Recorded data
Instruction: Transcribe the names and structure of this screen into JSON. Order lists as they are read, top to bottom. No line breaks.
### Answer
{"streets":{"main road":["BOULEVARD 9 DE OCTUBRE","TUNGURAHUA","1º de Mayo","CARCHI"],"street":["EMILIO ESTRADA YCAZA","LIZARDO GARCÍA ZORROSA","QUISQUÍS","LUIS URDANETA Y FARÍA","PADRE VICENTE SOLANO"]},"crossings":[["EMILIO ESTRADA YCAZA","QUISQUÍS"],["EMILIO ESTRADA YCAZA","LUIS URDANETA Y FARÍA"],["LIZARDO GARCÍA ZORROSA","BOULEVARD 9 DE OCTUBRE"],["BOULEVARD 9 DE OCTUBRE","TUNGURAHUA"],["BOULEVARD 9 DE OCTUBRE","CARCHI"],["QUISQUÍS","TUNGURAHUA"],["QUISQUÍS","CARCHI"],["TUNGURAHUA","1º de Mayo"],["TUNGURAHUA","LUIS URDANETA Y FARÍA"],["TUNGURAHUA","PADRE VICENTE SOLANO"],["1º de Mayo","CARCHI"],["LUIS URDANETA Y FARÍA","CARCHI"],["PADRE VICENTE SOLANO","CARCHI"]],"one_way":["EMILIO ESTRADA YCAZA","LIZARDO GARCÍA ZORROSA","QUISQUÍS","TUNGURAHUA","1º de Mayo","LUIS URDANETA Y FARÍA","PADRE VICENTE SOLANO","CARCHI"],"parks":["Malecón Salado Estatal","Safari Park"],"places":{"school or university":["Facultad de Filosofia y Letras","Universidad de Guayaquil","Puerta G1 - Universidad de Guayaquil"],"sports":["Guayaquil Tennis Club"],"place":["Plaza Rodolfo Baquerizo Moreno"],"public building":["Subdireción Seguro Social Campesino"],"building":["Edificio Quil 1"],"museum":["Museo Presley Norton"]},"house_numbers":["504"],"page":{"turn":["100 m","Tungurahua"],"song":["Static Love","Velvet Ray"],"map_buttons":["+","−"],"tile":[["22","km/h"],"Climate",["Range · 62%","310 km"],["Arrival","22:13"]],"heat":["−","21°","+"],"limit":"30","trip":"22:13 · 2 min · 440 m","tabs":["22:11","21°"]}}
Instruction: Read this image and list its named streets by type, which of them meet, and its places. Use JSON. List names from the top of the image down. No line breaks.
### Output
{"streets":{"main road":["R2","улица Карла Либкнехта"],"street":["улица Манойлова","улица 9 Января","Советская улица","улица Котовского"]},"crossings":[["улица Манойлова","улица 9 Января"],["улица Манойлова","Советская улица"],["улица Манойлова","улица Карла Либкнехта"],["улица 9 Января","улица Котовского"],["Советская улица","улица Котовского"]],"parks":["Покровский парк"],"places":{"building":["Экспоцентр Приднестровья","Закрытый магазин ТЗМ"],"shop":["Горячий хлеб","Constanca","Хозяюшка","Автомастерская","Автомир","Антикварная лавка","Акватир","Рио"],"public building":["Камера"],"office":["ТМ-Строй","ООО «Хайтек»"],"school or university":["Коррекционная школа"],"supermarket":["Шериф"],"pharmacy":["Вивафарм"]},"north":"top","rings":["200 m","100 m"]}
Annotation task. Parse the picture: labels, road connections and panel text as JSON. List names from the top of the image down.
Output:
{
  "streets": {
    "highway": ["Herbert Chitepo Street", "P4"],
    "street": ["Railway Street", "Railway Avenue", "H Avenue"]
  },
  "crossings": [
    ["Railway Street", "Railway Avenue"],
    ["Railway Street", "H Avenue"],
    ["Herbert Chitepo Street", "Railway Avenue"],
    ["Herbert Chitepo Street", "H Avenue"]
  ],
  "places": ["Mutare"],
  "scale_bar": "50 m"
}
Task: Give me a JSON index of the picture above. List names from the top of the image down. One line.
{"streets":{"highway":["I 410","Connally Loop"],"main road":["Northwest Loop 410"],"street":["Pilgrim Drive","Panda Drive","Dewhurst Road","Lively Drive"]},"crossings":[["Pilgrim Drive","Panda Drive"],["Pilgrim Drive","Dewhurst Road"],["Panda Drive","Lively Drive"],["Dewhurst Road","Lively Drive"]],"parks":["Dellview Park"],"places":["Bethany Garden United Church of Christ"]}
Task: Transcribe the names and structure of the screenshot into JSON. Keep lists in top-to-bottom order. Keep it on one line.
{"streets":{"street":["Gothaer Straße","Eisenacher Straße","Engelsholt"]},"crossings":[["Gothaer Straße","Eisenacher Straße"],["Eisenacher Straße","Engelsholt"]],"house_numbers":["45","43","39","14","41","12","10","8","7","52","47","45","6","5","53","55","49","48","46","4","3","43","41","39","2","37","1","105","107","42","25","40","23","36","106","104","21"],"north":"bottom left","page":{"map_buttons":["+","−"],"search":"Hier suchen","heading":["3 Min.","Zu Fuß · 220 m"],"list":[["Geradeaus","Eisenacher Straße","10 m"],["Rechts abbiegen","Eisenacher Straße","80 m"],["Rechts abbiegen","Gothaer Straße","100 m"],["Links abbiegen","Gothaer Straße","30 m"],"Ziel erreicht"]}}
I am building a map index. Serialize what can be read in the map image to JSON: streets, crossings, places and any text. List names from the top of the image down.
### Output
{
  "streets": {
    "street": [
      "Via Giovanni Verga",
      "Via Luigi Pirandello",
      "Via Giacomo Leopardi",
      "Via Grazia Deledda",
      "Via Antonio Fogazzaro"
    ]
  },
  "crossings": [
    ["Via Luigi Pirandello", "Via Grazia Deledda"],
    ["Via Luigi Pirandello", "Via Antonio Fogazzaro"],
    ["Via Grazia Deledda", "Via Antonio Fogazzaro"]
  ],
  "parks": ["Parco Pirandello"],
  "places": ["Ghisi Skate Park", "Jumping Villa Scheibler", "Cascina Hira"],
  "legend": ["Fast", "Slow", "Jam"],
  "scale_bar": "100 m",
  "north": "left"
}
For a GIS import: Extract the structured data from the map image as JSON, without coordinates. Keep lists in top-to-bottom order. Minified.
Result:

Task requirements
This exercise requires all the entries to be written out again exactly.

Exercise solution
Instruction: Transcribe the names and structure of this screen into JSON. Order lists as they are read, top to bottom. No line breaks.
### Answer
{"streets":{"main road":["BOULEVARD 9 DE OCTUBRE","TUNGURAHUA","1º de Mayo","CARCHI"],"street":["EMILIO ESTRADA YCAZA","LIZARDO GARCÍA ZORROSA","QUISQUÍS","LUIS URDANETA Y FARÍA","PADRE VICENTE SOLANO"]},"crossings":[["EMILIO ESTRADA YCAZA","QUISQUÍS"],["EMILIO ESTRADA YCAZA","LUIS URDANETA Y FARÍA"],["LIZARDO GARCÍA ZORROSA","BOULEVARD 9 DE OCTUBRE"],["BOULEVARD 9 DE OCTUBRE","TUNGURAHUA"],["BOULEVARD 9 DE OCTUBRE","CARCHI"],["QUISQUÍS","TUNGURAHUA"],["QUISQUÍS","CARCHI"],["TUNGURAHUA","1º de Mayo"],["TUNGURAHUA","LUIS URDANETA Y FARÍA"],["TUNGURAHUA","PADRE VICENTE SOLANO"],["1º de Mayo","CARCHI"],["LUIS URDANETA Y FARÍA","CARCHI"],["PADRE VICENTE SOLANO","CARCHI"]],"one_way":["EMILIO ESTRADA YCAZA","LIZARDO GARCÍA ZORROSA","QUISQUÍS","TUNGURAHUA","1º de Mayo","LUIS URDANETA Y FARÍA","PADRE VICENTE SOLANO","CARCHI"],"parks":["Malecón Salado Estatal","Safari Park"],"places":{"school or university":["Facultad de Filosofia y Letras","Universidad de Guayaquil","Puerta G1 - Universidad de Guayaquil"],"sports":["Guayaquil Tennis Club"],"place":["Plaza Rodolfo Baquerizo Moreno"],"public building":["Subdireción Seguro Social Campesino"],"building":["Edificio Quil 1"],"museum":["Museo Presley Norton"]},"house_numbers":["504"],"page":{"turn":["100 m","Tungurahua"],"song":["Static Love","Velvet Ray"],"map_buttons":["+","−"],"tile":[["22","km/h"],"Climate",["Range · 62%","310 km"],["Arrival","22:13"]],"heat":["−","21°","+"],"limit":"30","trip":"22:13 · 2 min · 440 m","tabs":["22:11","21°"]}}
Instruction: Read this image and list its named streets by type, which of them meet, and its places. Use JSON. List names from the top of the image down. No line breaks.
### Output
{"streets":{"main road":["R2","улица Карла Либкнехта"],"street":["улица Манойлова","улица 9 Января","Советская улица","улица Котовского"]},"crossings":[["улица Манойлова","улица 9 Января"],["улица Манойлова","Советская улица"],["улица Манойлова","улица Карла Либкнехта"],["улица 9 Января","улица Котовского"],["Советская улица","улица Котовского"]],"parks":["Покровский парк"],"places":{"building":["Экспоцентр Приднестровья","Закрытый магазин ТЗМ"],"shop":["Горячий хлеб","Constanca","Хозяюшка","Автомастерская","Автомир","Антикварная лавка","Акватир","Рио"],"public building":["Камера"],"office":["ТМ-Строй","ООО «Хайтек»"],"school or university":["Коррекционная школа"],"supermarket":["Шериф"],"pharmacy":["Вивафарм"]},"north":"top","rings":["200 m","100 m"]}
Annotation task. Parse the picture: labels, road connections and panel text as JSON. List names from the top of the image down.
Output:
{
  "streets": {
    "highway": ["Herbert Chitepo Street", "P4"],
    "street": ["Railway Street", "Railway Avenue", "H Avenue"]
  },
  "crossings": [
    ["Railway Street", "Railway Avenue"],
    ["Railway Street", "H Avenue"],
    ["Herbert Chitepo Street", "Railway Avenue"],
    ["Herbert Chitepo Street", "H Avenue"]
  ],
  "places": ["Mutare"],
  "scale_bar": "50 m"
}
Task: Give me a JSON index of the picture above. List names from the top of the image down. One line.
{"streets":{"highway":["I 410","Connally Loop"],"main road":["Northwest Loop 410"],"street":["Pilgrim Drive","Panda Drive","Dewhurst Road","Lively Drive"]},"crossings":[["Pilgrim Drive","Panda Drive"],["Pilgrim Drive","Dewhurst Road"],["Panda Drive","Lively Drive"],["Dewhurst Road","Lively Drive"]],"parks":["Dellview Park"],"places":["Bethany Garden United Church of Christ"]}
Task: Transcribe the names and structure of the screenshot into JSON. Keep lists in top-to-bottom order. Keep it on one line.
{"streets":{"street":["Gothaer Straße","Eisenacher Straße","Engelsholt"]},"crossings":[["Gothaer Straße","Eisenacher Straße"],["Eisenacher Straße","Engelsholt"]],"house_numbers":["45","43","39","14","41","12","10","8","7","52","47","45","6","5","53","55","49","48","46","4","3","43","41","39","2","37","1","105","107","42","25","40","23","36","106","104","21"],"north":"bottom left","page":{"map_buttons":["+","−"],"search":"Hier suchen","heading":["3 Min.","Zu Fuß · 220 m"],"list":[["Geradeaus","Eisenacher Straße","10 m"],["Rechts abbiegen","Eisenacher Straße","80 m"],["Rechts abbiegen","Gothaer Straße","100 m"],["Links abbiegen","Gothaer Straße","30 m"],"Ziel erreicht"]}}
I am building a map index. Serialize what can be read in the map image to JSON: streets, crossings, places and any text. List names from the top of the image down.
### Output
{
  "streets": {
    "street": [
      "Via Giovanni Verga",
      "Via Luigi Pirandello",
      "Via Giacomo Leopardi",
      "Via Grazia Deledda",
      "Via Antonio Fogazzaro"
    ]
  },
  "crossings": [
    ["Via Luigi Pirandello", "Via Grazia Deledda"],
    ["Via Luigi Pirandello", "Via Antonio Fogazzaro"],
    ["Via Grazia Deledda", "Via Antonio Fogazzaro"]
  ],
  "parks": ["Parco Pirandello"],
  "places": ["Ghisi Skate Park", "Jumping Villa Scheibler", "Cascina Hira"],
  "legend": ["Fast", "Slow", "Jam"],
  "scale_bar": "100 m",
  "north": "left"
}
For a GIS import: Extract the structured data from the map image as JSON, without coordinates. Keep lists in top-to-bottom order. Minified.
Result:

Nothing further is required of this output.